It is not about becoming technologists but about applying legal knowledge in new ways
This fad was not just restricted to the legal profession. Governments across Canada pushed for coding skills to be taught in schools, and computer science program enrollment skyrocketed.
While lawyers’ obsession with artificial intelligence may be dismissed as the next tech fad, it fundamentally differs from the coding trend. Artificial intelligence promises to change everything, including software development, radically.
Paul-Erik Veel has worked with technology and legal data for several years. His firm, Lenczner Slaght LLP, launched its data-driven decisions project in 2021 after Veel had been experimenting with using software to analyze legal cases.

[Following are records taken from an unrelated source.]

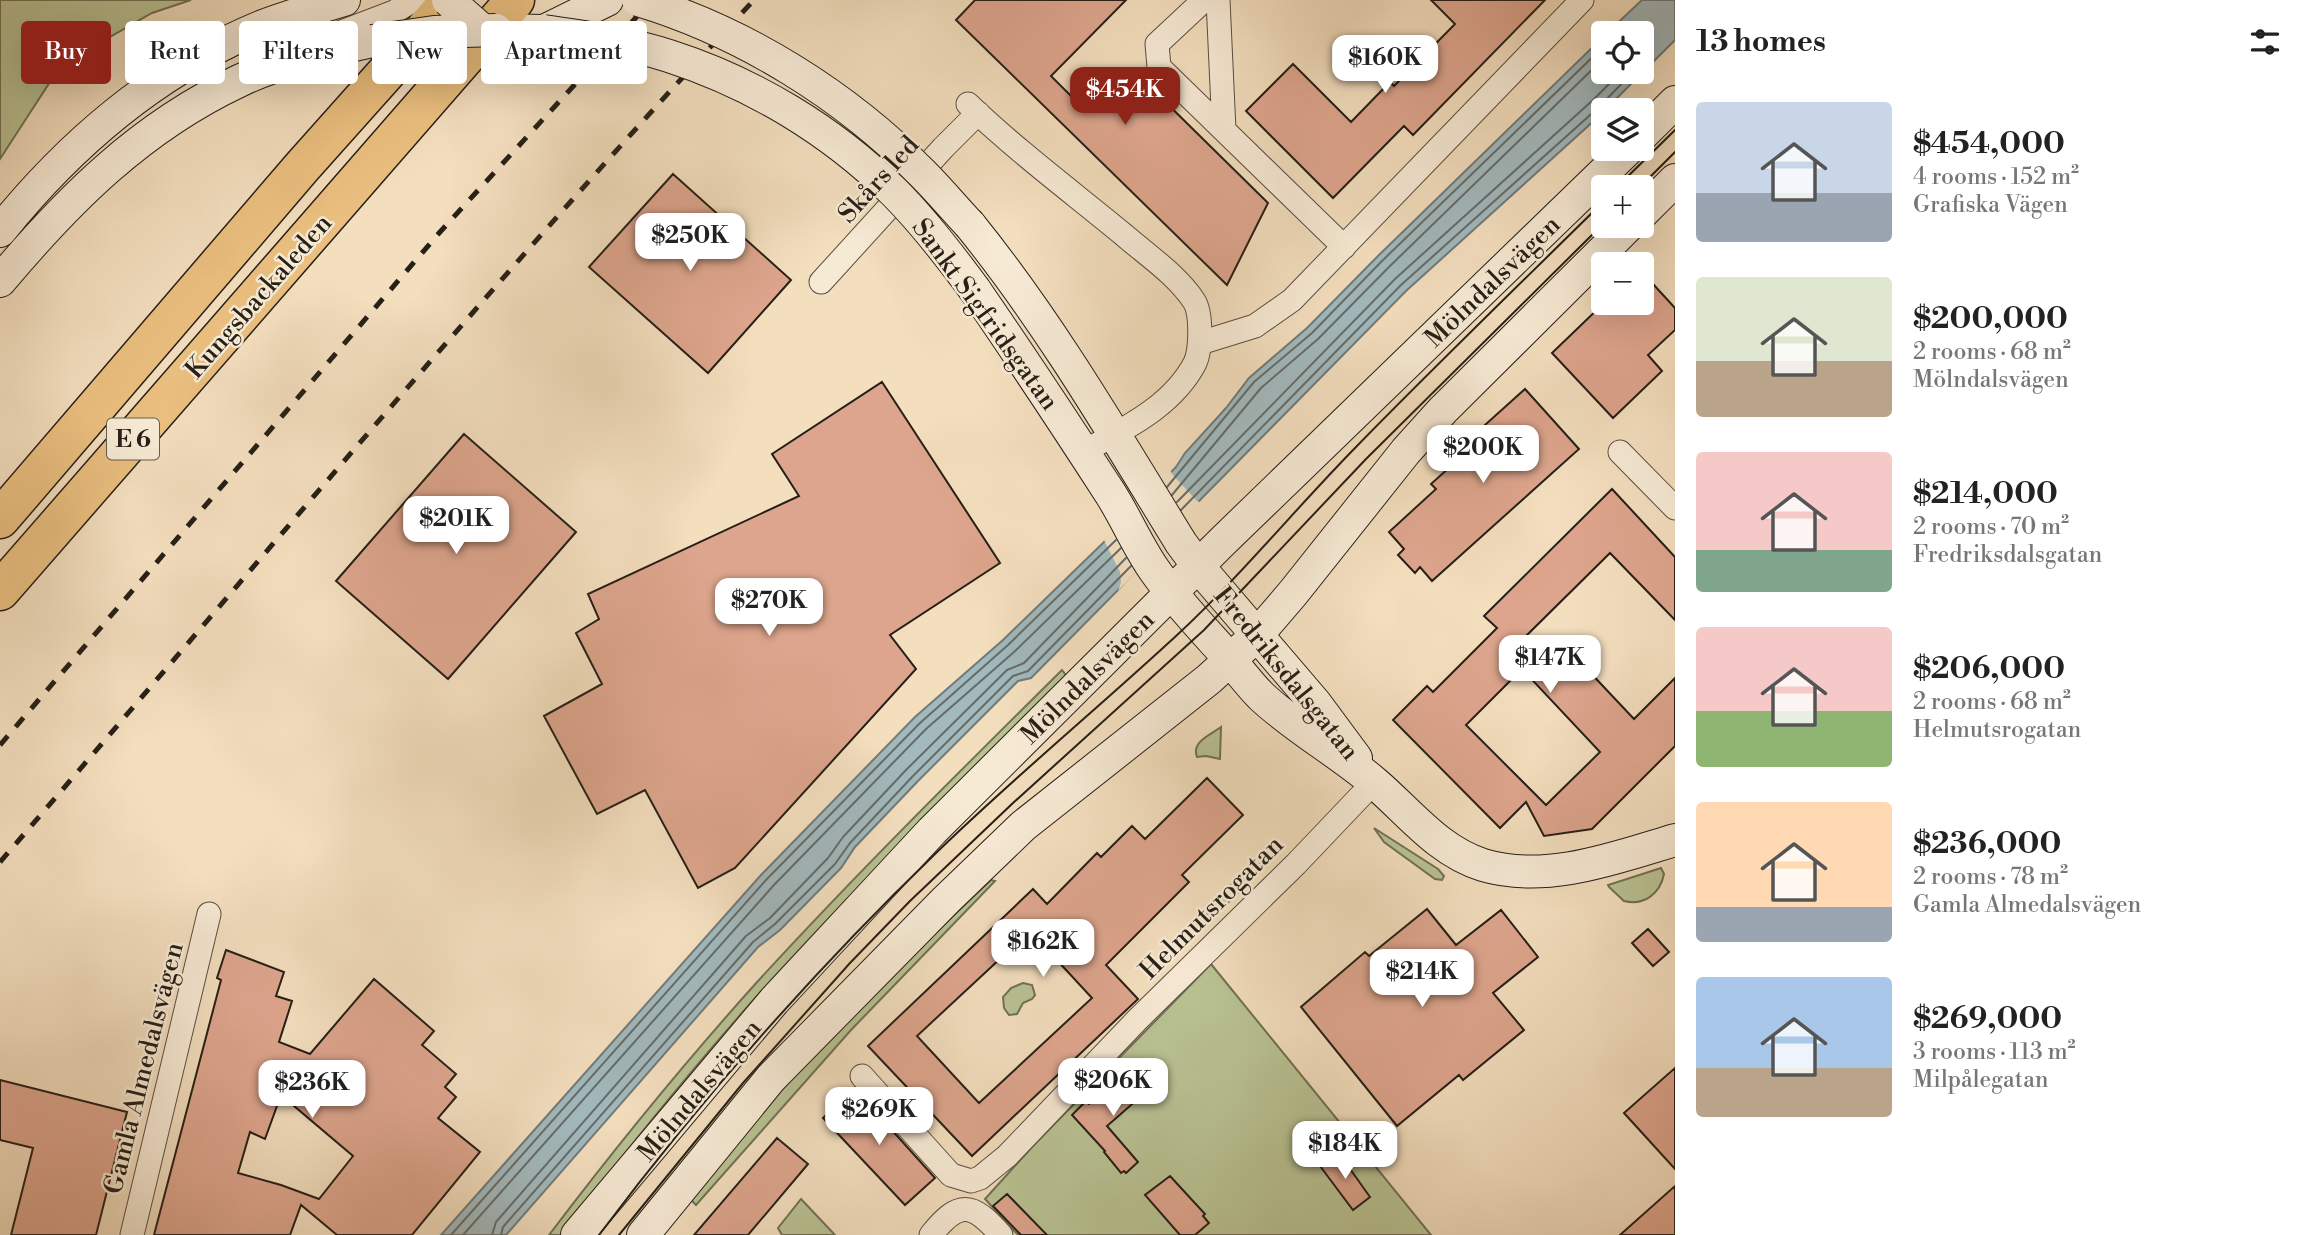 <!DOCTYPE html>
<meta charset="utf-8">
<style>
body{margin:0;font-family:"Libre Bodoni",serif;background:#f2f2f2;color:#222;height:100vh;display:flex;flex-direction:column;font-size:26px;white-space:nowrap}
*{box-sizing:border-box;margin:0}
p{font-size:23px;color:#767676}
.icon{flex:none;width:38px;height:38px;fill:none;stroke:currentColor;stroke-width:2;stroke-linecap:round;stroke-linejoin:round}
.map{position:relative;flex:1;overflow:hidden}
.panel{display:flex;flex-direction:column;background:#fff;width:630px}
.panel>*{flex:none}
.hud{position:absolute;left:21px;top:21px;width:665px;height:63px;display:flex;gap:14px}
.fabs{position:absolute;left:1591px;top:21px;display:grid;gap:14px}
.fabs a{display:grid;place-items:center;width:63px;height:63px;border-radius:7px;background:#fff;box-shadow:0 7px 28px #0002;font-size:35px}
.price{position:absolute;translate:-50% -60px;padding:0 16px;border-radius:14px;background:#fff;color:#222;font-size:23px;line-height:46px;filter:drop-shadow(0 2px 4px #0008)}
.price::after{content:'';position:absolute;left:50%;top:42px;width:21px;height:16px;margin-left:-10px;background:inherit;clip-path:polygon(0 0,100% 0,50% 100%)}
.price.active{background:#8f2418;color:#fff}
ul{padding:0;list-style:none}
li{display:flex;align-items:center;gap:21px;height:175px;padding:0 21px}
li span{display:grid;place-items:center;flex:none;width:196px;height:140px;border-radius:7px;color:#555}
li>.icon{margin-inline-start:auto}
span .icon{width:84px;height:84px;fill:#fffc;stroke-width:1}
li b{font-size:30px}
h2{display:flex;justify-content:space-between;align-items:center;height:84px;padding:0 21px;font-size:30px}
.pill{padding:0 24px;border-radius:7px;background:#fff;box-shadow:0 7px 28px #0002;font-size:24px;line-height:63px}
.pill.active{background:#8f2418;color:#fff}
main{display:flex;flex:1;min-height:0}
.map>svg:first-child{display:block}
.green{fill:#b9c293;stroke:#707054;stroke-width:2}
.water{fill:#a2b9bd;stroke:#707b7a;stroke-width:2}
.pier{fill:#f3debe}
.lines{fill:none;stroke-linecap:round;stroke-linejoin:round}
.shore{stroke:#646c6a;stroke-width:2}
.building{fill:#dda58d;stroke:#261f16;stroke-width:2;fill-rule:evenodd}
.street-casing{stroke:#594f40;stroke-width:25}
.secondary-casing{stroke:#261f16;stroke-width:34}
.highway-casing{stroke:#261f16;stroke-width:41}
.street{stroke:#f7ead5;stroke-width:23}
.secondary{stroke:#f7ead5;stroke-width:32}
.highway{stroke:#eabf7f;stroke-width:38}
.tram{stroke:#261f16;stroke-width:2}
.rail{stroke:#261f16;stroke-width:5;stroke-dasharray:12 12;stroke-linecap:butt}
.secondary-bridge-casing{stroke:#261f16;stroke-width:34;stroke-linecap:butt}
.secondary-bridge{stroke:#f7ead5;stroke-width:32}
.labels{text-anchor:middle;stroke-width:5;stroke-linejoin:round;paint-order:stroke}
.shield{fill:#f7ead5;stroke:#655c4f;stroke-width:2}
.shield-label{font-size:24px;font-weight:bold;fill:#261f16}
.street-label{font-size:26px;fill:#261f16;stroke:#f7ead5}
</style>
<main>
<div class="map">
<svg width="1675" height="1235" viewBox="0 0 1675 1235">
<rect width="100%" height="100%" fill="#f3debe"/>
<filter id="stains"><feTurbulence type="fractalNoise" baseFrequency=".00286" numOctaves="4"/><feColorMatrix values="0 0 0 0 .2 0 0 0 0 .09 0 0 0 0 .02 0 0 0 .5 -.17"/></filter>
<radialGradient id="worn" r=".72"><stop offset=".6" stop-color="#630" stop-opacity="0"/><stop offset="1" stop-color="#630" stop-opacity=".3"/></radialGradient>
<path class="green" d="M0 0H191L152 13 61 65 0 159Z
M1062 670 1068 678C969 776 868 874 774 977 699 1060 629 1146 562 1235H549C615 1148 685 1062 758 981 856 874 959 772 1062 670Z
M1221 727 1220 759 1206 756 1197 757C1191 742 1210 735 1221 727Z
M1374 828 1438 869 1444 876 1442 880 1435 879 1384 842Z
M1261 864V869L1215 916 1212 917 1207 915V909L1249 867Z
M1661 868 1664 874C1660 894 1644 906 1624 901L1609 887 1608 885Z
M991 880 995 881 851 1030 696 1205 687 1196 815 1047Z
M1211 964 1431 1235H1018L985 1199 1033 1146Z
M1023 983 1032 985 1035 995 1032 999 1023 1003 1017 1014 1009 1015 1004 1008 1003 997 1011 988Z
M801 1199 835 1235H782L778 1228Z"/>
<path class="water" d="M1642 0H1675V40L1597 118 1406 291 1202 498 1118 590 1031 678 1018 681 918 781 855 847 841 868 780 930 758 947 506 1235H441L761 875 915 717 1003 640 1103 543 1176 467 1185 453 1226 408 1249 378 1307 328 1378 256 1603 37V72H1642V33H1607Z"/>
<path class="pier" d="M1170 469 1172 474 1197 501 1202 503 1118 591 1121 582 1120 572 1104 540Z"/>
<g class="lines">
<path class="shore" d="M1167 487 1254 382 1312 333 1382 261 1603 47
M1172 495 1261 388 1318 339 1389 267 1603 59
M1177 502 1395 279 1593 100 1621 72
M1181 510 1401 285 1599 107 1633 72
M451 1235 766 880 920 723 1008 645 1116 540
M463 1235 773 886 926 729 1014 652 1121 548
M492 1235 496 1222 746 936 770 918 828 858 843 837 906 770 1007 670 1024 663 1126 558
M501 1235 503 1227 753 942 775 924 835 864 850 843 913 776 1013 676 1028 671 1131 566"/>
</g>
<path class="building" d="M975 0H1126L1051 76 1087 112 1141 78 1268 203 1227 285 956 20Z
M1431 0H1545L1413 135 1404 126 1333 198 1246 111 1293 64 1351 122 1390 82 1394 86 1455 24Z
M673 174 791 280 708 373 589 267Z
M1642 272 1675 308V330L1648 355 1662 371 1613 418 1552 353 1604 303H1642Z
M882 382 1000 563 890 635 916 669 735 868 698 888 645 790 597 814 544 716 602 684 576 633 599 619 588 594 799 496 772 454Z
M1525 389 1579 449 1432 581 1420 567 1415 573 1398 555 1404 549 1389 532 1436 489 1431 484 1481 439 1476 433Z
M464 434 576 532 448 679 336 581Z
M1612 489 1675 557V620L1610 553 1522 640 1549 668 1568 649 1634 719 1675 678V746L1592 829 1544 836 1526 802 1500 828 1393 720 1427 686 1433 692 1497 628 1484 616ZM1522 669 1600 752 1546 805 1466 725Z
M1207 778 1243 815 1182 875 1189 882 1106 965 1138 999 972 1156 868 1046 1033 889 1047 904 1097 853 1101 857 1132 826 1145 839ZM1030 931 1092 998 979 1103 917 1036Z
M1427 909 1456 945 1501 910 1538 957 1493 993 1524 1030 1463 1080 1459 1075 1397 1126 1301 1007 1365 952 1369 956Z
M1648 929 1669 952 1653 966 1632 943Z
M226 950 284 972 276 996 292 1001 279 1042 310 1054 374 979 434 1031 422 1045 456 1074 445 1087 456 1097 438 1118 480 1152 412 1235H337L301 1205 290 1235H154L221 980 217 978ZM281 1095 353 1156 319 1199 281 1185 238 1173 250 1132 265 1139Z
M1675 1068V1169L1624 1113Z
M1142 1069 1155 1084 1107 1126 1138 1162 1126 1173 1124 1171 1121 1173 1104 1152 1105 1151 1072 1115 1086 1101 1089 1104 1109 1089 1113 1095Z
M0 1080 127 1112 96 1235H11L33 1148 0 1140Z
M854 1088 935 1178 905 1205 823 1118Z
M777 1138 808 1164 748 1235H694Z
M1338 1152 1370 1197 1353 1210 1320 1166Z
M1170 1176 1205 1214 1203 1216 1209 1223 1195 1235H1180L1145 1195Z
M1675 1186V1235H1620Z
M1007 1194 1047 1235H1021L993 1206Z"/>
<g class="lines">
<g class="street-casing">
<path id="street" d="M1204 0 1157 44 1159 67 1344 247
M1218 0 1224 130
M320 49 339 33 394 12 414 0
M968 104C1017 151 1072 192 1124 235 1147 255 1177 275 1194 301 1202 313 1201 350 1195 363 1172 407 1124 429 1083 452
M821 282 943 148 978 113
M1200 343 1255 326 1292 300 1582 0
M1620 452 1675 508
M862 1076 951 1175 971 1181 980 1178 1007 1156 1137 1020 1296 864 1374 782
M132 1235 209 914
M931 1235C959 1200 972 1202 1001 1235"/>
</g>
<g class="secondary-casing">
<path id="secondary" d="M496 30 544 31 607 0
M1642 135 1675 102
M1642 213 1675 180
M970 225C1050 324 1114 434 1181 543L1198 566 1316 704 1356 758
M0 231C70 144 158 69 263 26 289 16 317 8 344 0
M0 281C69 199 141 127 239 81 281 61 327 51 372 41
M975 290C1021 357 1066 425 1110 493 1126 518 1138 547 1155 571 1176 601 1202 628 1227 656 1238 669 1249 684 1261 696 1296 729 1339 752 1375 783 1409 812 1438 851 1483 865 1546 884 1615 858 1675 840
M577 1235 774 1001 932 831 1223 541 1628 149
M643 1235 771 1078 946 900 1023 826 1209 679 1257 635 1293 593 1406 451 1443 410 1628 226"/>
</g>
<g class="highway-casing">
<path id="highway" d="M0 519 302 167 451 0
M0 591 515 0"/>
</g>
<use href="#street" class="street"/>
<use href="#secondary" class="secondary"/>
<use href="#highway" class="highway"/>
<path class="tram" d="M1617 187 1675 130
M1640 187 1675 152
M599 1235C700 1101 813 972 934 855 1012 779 1096 710 1176 636 1240 577 1295 509 1356 447 1437 364 1521 283 1603 202
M619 1235 743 1083 850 963 910 901 1013 803 1204 630 1366 459 1603 224"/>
<path class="rail" d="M0 745 440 232 652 0
M0 862C250 573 494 279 754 0"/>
<g class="secondary-bridge-casing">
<path id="secondary-bridge" d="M448 0 481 29
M638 0C744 32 845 95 923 174 939 190 954 208 970 225
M544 31C585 37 629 43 669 56 753 83 831 130 894 192 924 222 950 256 975 290
M372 41 434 32 496 30"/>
</g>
<use href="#secondary-bridge" class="secondary-bridge"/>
</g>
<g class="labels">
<rect class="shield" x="107" y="418.5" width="52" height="41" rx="5"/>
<g class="shield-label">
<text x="133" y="447">E 6</text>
</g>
<g class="street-label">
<text transform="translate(878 179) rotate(-48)" y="9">Skårs led</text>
<text transform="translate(1492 281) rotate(-44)" y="9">Mölndalsvägen</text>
<text transform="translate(258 296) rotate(-49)" y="9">Kungsbackaleden</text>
<text transform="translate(986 314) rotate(54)" y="9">Sankt Sigfridsgatan</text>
<text transform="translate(1287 673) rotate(51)" y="9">Fredriksdalsgatan</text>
<text transform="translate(1087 677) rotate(-45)" y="9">Mölndalsvägen</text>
<text transform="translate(1211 907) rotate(-45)" y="9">Helmutsrogatan</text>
<text transform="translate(143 1068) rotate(-76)" y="9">Gamla Almedalsvägen</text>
<text transform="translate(699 1090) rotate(-50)" y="9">Mölndalsvägen</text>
</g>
</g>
<rect width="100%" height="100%" filter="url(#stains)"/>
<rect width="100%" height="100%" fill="url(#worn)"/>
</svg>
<div class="fabs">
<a><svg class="icon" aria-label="locate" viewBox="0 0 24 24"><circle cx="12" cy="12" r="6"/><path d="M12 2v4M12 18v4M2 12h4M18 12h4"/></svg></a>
<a><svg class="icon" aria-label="layers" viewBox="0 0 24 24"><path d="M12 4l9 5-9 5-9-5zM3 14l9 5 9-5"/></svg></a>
<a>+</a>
<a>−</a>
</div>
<b class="price" style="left:1385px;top:95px">$160K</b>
<b class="price active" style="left:1125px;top:127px">$454K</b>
<b class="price" style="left:690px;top:273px">$250K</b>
<b class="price" style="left:1483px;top:485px">$200K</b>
<b class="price" style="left:456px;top:556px">$201K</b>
<b class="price" style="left:769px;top:638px">$270K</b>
<b class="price" style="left:1550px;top:695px">$147K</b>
<b class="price" style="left:1043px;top:979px">$162K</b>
<b class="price" style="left:1422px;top:1009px">$214K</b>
<b class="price" style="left:1113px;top:1118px">$206K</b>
<b class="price" style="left:312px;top:1120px">$236K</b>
<b class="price" style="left:879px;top:1147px">$269K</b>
<b class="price" style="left:1345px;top:1181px">$184K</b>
<div class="hud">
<a class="pill active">Buy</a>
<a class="pill">Rent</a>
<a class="pill">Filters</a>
<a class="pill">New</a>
<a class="pill">Apartment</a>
</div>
</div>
<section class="panel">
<h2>13 homes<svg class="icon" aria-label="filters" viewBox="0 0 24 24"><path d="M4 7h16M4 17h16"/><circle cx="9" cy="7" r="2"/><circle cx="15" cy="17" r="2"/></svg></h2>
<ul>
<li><span style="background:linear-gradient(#c9d6e8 65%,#9aa5b1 0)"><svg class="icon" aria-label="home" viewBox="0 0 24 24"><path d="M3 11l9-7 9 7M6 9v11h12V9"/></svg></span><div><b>$454,000</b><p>4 rooms · 152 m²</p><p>Grafiska Vägen</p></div></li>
<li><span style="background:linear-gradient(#dfe7d0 60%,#b9a48a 0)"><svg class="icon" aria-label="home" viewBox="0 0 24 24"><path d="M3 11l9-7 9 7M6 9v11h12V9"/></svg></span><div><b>$200,000</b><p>2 rooms · 68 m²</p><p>Mölndalsvägen</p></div></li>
<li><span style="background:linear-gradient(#f6c9c9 70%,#7fa58c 0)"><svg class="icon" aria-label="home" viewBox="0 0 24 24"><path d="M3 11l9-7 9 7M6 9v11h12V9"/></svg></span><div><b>$214,000</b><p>2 rooms · 70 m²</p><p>Fredriksdalsgatan</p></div></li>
<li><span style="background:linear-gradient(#f6c9c9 60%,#8fb573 0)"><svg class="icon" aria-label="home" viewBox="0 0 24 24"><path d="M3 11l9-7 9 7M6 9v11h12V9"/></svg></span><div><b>$206,000</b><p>2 rooms · 68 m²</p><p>Helmutsrogatan</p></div></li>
<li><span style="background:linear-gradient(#ffd9b3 75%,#9aa5b1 0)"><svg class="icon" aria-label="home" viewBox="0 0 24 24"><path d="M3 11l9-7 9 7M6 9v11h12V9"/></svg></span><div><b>$236,000</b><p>2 rooms · 78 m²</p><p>Gamla Almedalsvägen</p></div></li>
<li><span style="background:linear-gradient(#a9c7e8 65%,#b9a48a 0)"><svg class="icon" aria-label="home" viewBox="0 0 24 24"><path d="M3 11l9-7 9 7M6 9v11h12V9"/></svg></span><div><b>$269,000</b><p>3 rooms · 113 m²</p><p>Milpålegatan</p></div></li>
</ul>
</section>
</main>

Veel said the coding did not take much of his team’s time. It was looking at cases, identifying information about those cases, and plugging them into a dataset.
“One of the little secrets of a lot of data analytics programs is that the vast majority of the work is spent on building your data sets on the front end. You can get very robust predictive models in a matter of seconds from your data,” Veel says.
In other words, it was their legal knowledge, not coding skills, that they applied to the job. But they were not doing their job like lawyers have always done it.
For Quinn Ross, AI is as revolutionary as the Gutenberg press while “everyone is acting like it’s the next-generation iPhone.”
Yet Ross is optimistic that the profession can navigate the changes. “Integrating AI into law practice is not a threat but an opportunity. We must embrace this technology and adapt our methods, focusing on testing and refining AI-generated output,” he argues.
For lawyers, it is not about becoming technologists but about applying their legal knowledge in new ways. So, don’t feel bad if you never learned to code. But you may soon realize you missed the boat if you aren’t harnessing technology to provide legal answers.